Well, five years have passed and, with the Etihad Stadium currently being expanded, season tickets can still be had at City for less than £300 – cheaper than anywhere else in the Premier League.
Hell – if I wanted a season ticket to watch my own club Oldham Athletic embark on their 18th consecutive season in League One eight miles up the road I would have to pay more than that.
At the end of this summer it will be seven years since the takeover which seems as good a time as any to review.
In those seven years City, perennial underachievers for the previous 40 years, have won the Premier League twice, the FA Cup and and the Capital One Cup.
The Arabian fragrance alluded to carries the sweet scent of success for supporters who had suffered fools in charge of their club for far too long.
Typical City, formerly used to describe the latest cock-up at Maine Road, now means something entirely different.
But in this case it is so much more than buying great players and winning trophies - and that is the point.
Last year, City opened their gleaming new £200m Academy across the road from the Etihad.
Its construction created dozens of jobs for locals and turned wasteland on which an imposing former dyeworks once operated into a shiny, state-of-the-art landmark in one of Manchester's most deprived wards.
They love City at Manchester council and why wouldn't they? Who else would bring investment like this?
The academy project also included a new sixth form college and a host of facilities for a community that was certainly in need of them.
And then there is the commitment to nurturing young talent within that academy.

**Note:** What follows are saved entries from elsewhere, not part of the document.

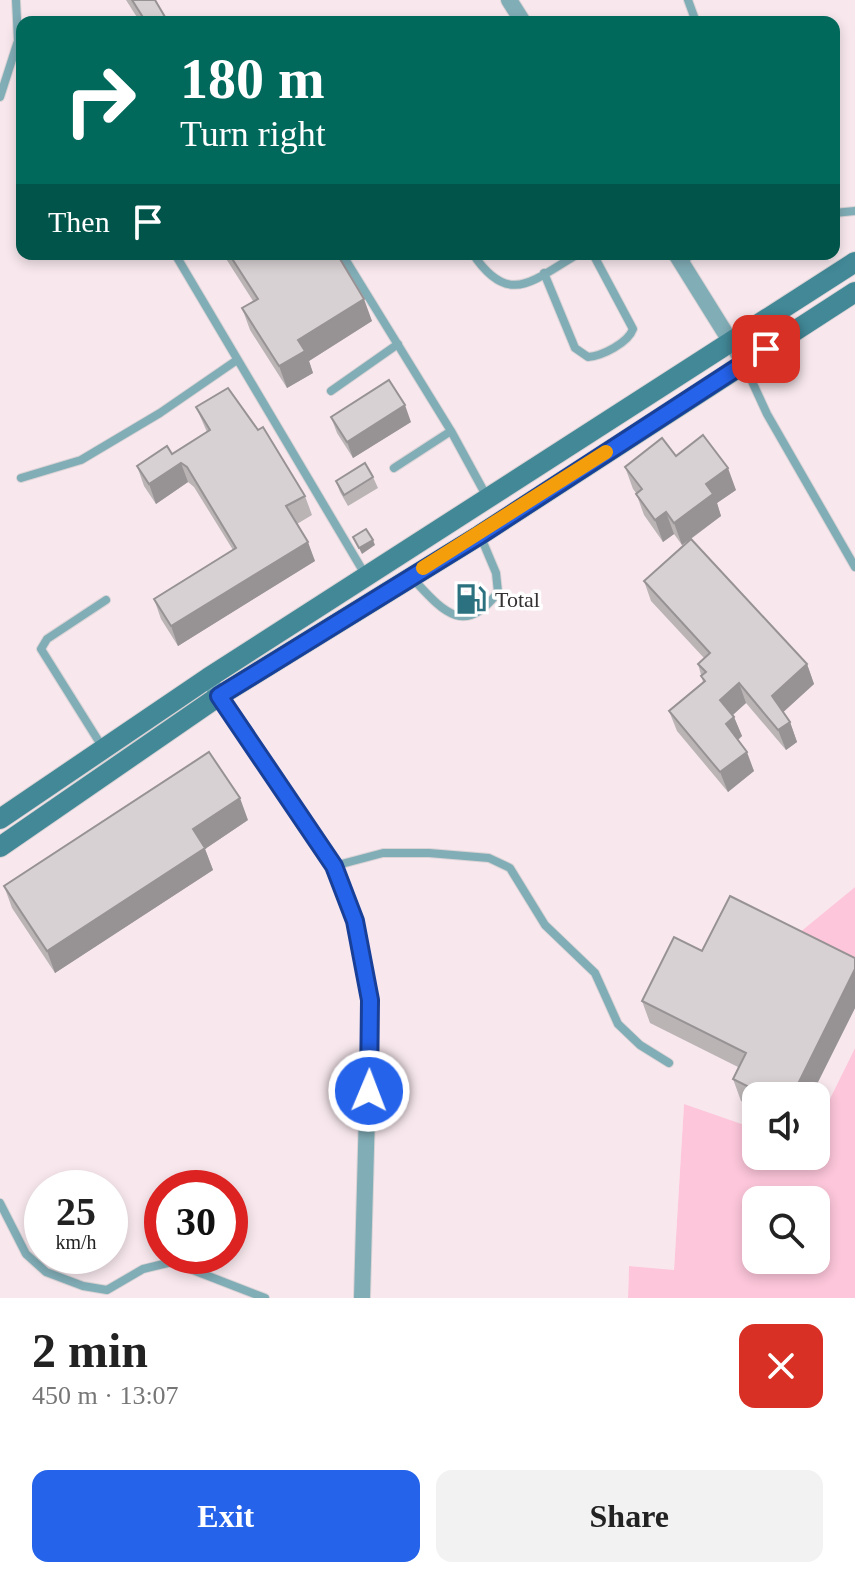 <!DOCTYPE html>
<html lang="en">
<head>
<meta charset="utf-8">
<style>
	body { margin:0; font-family:Georgia,serif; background:#f2f2f2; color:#222; height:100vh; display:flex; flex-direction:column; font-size:30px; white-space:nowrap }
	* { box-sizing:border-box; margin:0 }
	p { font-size:26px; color:#767676 }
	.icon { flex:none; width:44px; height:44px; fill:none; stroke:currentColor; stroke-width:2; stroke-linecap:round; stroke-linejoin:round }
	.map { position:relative; height:1298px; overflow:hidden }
	.drawer { display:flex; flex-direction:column; background:#fff; flex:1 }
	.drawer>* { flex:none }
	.hud { position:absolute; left:16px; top:16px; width:824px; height:244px; border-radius:16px; box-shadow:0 4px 12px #0003; background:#00695c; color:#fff; overflow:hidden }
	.tools { position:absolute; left:742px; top:1082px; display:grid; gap:16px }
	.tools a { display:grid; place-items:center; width:88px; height:88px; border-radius:16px; background:#fff; box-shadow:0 4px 12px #0003; font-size:40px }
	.speed { position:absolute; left:24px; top:1170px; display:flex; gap:16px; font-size:40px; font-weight:700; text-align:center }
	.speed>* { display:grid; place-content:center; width:104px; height:104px; border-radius:50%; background:#fff; box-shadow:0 4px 12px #0003; line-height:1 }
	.speed small { font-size:20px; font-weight:400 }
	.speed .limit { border:12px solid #d22; background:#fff; color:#111 }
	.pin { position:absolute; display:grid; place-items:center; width:68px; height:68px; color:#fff; margin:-34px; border-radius:16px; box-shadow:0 4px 12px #0006 }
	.me { position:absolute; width:88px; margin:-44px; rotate:1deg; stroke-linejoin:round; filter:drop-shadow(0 0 6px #0008) }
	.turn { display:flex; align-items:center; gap:28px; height:168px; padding:0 32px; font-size:36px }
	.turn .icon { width:104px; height:104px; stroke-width:2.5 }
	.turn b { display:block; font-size:56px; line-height:68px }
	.then { display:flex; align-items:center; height:76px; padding:0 32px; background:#0003; gap:16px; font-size:30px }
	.round { display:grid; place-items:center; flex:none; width:84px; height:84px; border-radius:16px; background:#f2f2f2 }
	.head { display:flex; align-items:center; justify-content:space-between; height:136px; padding:0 32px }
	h1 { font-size:48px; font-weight:600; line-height:60px }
	.button { display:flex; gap:16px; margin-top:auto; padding:16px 32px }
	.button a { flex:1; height:92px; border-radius:16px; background:#2563eb; color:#fff; font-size:32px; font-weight:600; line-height:92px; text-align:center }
	.button a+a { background:#f2f2f2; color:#222 }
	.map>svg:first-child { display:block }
</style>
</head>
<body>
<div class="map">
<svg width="855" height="1298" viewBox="0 0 855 1298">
	<rect width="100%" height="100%" fill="#fef6f9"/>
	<!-- built -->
	<path fill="#f8e8ee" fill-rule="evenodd" d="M 0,0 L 855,0 L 855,887 L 794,938 L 855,971 L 855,1048 L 816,1127 L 816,1096 L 756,1096 L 756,1129 L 684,1105 L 674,1271 L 629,1266 L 628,1298 L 0,1298 ZM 22,22 L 834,22 L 834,254 L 22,254 ZM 42,1188 L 110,1188 L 110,1256 L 42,1256 ZM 162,1188 L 230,1188 L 230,1256 L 162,1256 Z"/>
	<!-- green -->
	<path fill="#fdc6da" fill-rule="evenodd" d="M 855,887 L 855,971 L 793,938 Z
		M 855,1048 L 855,1298 L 628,1298 L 629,1266 L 674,1270 L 684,1104 L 756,1129 L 756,1156 L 816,1156 L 816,1127 ZM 756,1200 L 816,1200 L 816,1260 L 756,1260 Z"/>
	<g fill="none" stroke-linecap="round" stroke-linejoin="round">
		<defs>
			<path id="service" d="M 688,0 L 696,22
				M 0,97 L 18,41 L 16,0
				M 834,213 L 855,211
				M 175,254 L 366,576
				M 342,254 L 451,431 L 487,497
				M 473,254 C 509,308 533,280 578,254
				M 683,264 L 690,254
				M 544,273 L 575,348 L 588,357 C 602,356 628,343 633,329 L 593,254
				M 744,364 L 767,414 L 855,567
				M 331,391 L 398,344
				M 394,468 L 451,431
				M 21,478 L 81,460 L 160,413 L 237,360
				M 413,579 C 442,610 464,638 498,592 L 496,573 L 480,535
				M 103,748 L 41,649 L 47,639 L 106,600
				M 334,866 L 383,853 L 429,853 L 489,858 L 510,868 L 545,925 L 595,973 L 618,1024 L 640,1045 L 669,1063
				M 0,1203 L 26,1254 L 46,1272 L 83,1286 L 107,1290 L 143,1269 L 172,1262 L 265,1298"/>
			<path id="minor" d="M 509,0 L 523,22
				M 676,254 L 744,363
				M 213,686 L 334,866 L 355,921 L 370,1000 L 362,1298"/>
			<path id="secondary" d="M 0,819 L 208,678 L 855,262
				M 0,847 L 219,696 L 480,535 L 855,292"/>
		</defs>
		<!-- service casing -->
		<use href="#service" stroke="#dad3d5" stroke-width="10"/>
		<!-- minor casing -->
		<use href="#minor" stroke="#dad3d5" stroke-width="18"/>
		<!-- secondary casing -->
		<use href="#secondary" stroke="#dad3d5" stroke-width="22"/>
		<!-- service -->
		<use href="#service" stroke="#81adb7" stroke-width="8"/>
		<!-- minor -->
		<use href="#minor" stroke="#81adb7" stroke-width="16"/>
		<!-- secondary -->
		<use href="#secondary" stroke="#428897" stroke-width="20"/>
	</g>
	<!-- wall -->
	<path fill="#bab4b5" d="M 126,0 L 155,0 L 168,22 L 140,22 Z
		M 223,254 L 337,254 L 372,321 L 309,361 L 313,373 L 287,388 L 250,330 L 242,308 L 253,301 Z
		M 196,407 L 305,496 L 312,515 L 297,524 L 315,561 L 178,646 L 161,619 L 154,599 L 233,550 L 194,487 L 188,482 L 156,504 L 144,486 L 137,466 L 172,454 L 207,432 Z
		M 331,417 L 411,422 L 353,458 L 337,433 Z
		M 676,456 L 736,490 L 717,503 L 721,516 L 691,539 L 807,664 L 814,684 L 783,712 L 790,722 L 797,742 L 786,750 L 746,703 L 733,715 L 742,736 L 738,740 L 754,771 L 728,792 L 677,731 L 669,711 L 703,682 L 698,664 L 704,658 L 651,601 L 644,581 L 690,539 L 682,545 L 674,534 L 663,542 L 644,515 L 636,493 L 633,489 L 625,467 Z
		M 373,477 L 378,488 L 348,506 L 340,492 L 336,481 Z
		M 248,820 L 205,849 L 213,870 L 55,973 L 12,908 L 4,886 Z
		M 702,951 L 855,958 L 855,1008 L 811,1096 L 756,1096 L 756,1108 L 741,1101 L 733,1079 L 738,1067 L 650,1023 L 642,1001 Z"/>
	<!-- shaded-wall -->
	<path fill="#979294" d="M 364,299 L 372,321 L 309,361 L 313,373 L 287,388 L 279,366 L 298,340 Z
		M 405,405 L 411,422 L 353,458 L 347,442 Z
		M 181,463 L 188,482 L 156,504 L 149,484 Z
		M 728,468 L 736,490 L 717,503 L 721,516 L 682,545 L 674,523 L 706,484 Z
		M 666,512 L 674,534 L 663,542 L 655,520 Z
		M 373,540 L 375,545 L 362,554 L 359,548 Z
		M 308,542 L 315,561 L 178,646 L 171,626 Z
		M 807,664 L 814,684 L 779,716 L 772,696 Z
		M 739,683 L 746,703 L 727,720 L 720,700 Z
		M 734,717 L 742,736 L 733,744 L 726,724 Z
		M 790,722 L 797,742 L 786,750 L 778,730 Z
		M 747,752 L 754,771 L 728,792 L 720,772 Z
		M 240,798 L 248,820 L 205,849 L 213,870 L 55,973 L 47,951 L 193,829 Z
		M 855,969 L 855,1008 L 811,1096 L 792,1096 Z"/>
	<!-- building -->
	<path fill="#d8d1d3" stroke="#979294" stroke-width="2" d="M 132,0 L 155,0 L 168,22 L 146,22 Z
		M 229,254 L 337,254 L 364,299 L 298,340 L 305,351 L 279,366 L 242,308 L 258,299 Z
		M 389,380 L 405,405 L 347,442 L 331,417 Z
		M 228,388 L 258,430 L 263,427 L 305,496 L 286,506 L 308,542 L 171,626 L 154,599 L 236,548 L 187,467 L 181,463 L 149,484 L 137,466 L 167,446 L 172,454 L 210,430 L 196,407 Z
		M 703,435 L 728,468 L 706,484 L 713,494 L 674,523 L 666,512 L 655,520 L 636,494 L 642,489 L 625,467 L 662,438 L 676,456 Z
		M 365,463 L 373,477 L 344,495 L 336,481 Z
		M 366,529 L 373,540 L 359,548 L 353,537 Z
		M 691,539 L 807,664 L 772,696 L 790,722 L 778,730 L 739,683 L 720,700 L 734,717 L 726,724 L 747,752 L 720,772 L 669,711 L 705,681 L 701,676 L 706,672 L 698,664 L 710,653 L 644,581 Z
		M 209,752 L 240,798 L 193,829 L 205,848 L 47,951 L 4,886 Z
		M 730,896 L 855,958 L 855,969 L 792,1096 L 767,1096 L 733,1079 L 746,1053 L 642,1001 L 674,937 L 702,951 Z"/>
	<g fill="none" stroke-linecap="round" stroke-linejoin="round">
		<defs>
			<path id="route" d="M 369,1091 L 370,1000 L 355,921 L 334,866 L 219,696 L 480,535 L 766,349"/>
		</defs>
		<!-- route casing -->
		<use href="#route" stroke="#184099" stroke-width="20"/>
		<!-- route -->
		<use href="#route" stroke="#2563eb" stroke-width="14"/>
		<!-- slow -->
		<path stroke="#f59e0b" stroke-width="14" d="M 423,568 L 606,452"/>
	</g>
	<!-- icons -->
	<defs>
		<symbol id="fuel-bare" viewBox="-9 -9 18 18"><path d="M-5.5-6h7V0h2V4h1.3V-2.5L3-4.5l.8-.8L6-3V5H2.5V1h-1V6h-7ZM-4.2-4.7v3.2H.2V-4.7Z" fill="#2b717f" stroke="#fff" stroke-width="2.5" paint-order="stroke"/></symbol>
	</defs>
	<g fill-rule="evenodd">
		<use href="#fuel-bare" x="449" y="577" width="44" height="44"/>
	</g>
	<g text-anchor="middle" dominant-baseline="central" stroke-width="7" stroke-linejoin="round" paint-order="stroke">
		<!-- poi labels -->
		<g font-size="22" fill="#343132" stroke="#fff" text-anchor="start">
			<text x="495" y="599">Total</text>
		</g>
	</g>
</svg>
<div class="tools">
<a><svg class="icon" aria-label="sound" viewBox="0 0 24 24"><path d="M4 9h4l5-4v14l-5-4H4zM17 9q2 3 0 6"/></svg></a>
<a><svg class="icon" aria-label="search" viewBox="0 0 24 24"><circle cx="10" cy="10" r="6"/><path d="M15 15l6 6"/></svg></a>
</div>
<div class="speed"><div>25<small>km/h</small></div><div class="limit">30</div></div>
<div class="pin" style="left:766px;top:349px;background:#d93025"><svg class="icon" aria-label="arrive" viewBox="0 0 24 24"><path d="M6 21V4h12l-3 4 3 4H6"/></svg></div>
<svg class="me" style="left:369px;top:1091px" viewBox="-20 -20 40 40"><circle r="17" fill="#2563eb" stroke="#fff" stroke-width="3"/><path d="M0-11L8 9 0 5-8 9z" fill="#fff"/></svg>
<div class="hud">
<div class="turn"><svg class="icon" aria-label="right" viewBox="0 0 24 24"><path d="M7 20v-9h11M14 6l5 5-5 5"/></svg><div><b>180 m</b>Turn right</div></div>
<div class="then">Then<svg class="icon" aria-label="arrive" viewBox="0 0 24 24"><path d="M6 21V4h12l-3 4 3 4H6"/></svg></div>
</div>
</div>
<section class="drawer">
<div class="head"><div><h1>2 min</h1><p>450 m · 13:07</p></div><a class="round" style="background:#d93025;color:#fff"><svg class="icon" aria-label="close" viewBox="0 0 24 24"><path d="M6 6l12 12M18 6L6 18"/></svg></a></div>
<div class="button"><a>Exit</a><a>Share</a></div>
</section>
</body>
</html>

That the sons of Reds Robin van Persie, Phil Neville and Darren Fletcher play with the Blues speaks volumes.
Jason Wilcox, the former Blackburn man now in charge of City's Under 18s, told me a few weeks ago they were very confident that when Manchester's best youngsters saw what City had to offer they would not go anywhere else.
It was hard not to believe him.
When Sheikh Mansour arrived some voiced a view that City were a rich man's play thing and that he would soon become bored.
Indeed there have been many occasions over the seven years when he could have taken his bat and ball home, none more so than when the good folks at UEFA decided to hit City with Financial Fair Play restrictions.
That's the Manchester club whose owners have invested more than £1bn, not the one at the other end of the Mancunian Way whose owners have taken hundreds of millions out.
But the Sheik's commitment remains as strong as ever, even after a second-placed season which, in these heady days, can be considered a disappointment.
In his end of term interview last week chairman Khaldoon Al Mubarak spoke of 'an emotional attachment' to the club.
He mentioned the £350m generated in revenue that has put City among the world's elite and added that they are now profitable, 'a sustainable engine'.
There was no bullet for manager Manuel Pellegrini, just a vow to provide him with silver for another big summer in the transfer market.
'I have been here for seven years,' Al Mubarak added. 'Every walk I have through Manchester, every lunch or dinner, it is now a second home.'
His words will have been music to the ears of City fans who may well wonder whether the snipers who greeted his boss's arrival with such disdain are now singing from a different hymn sheet.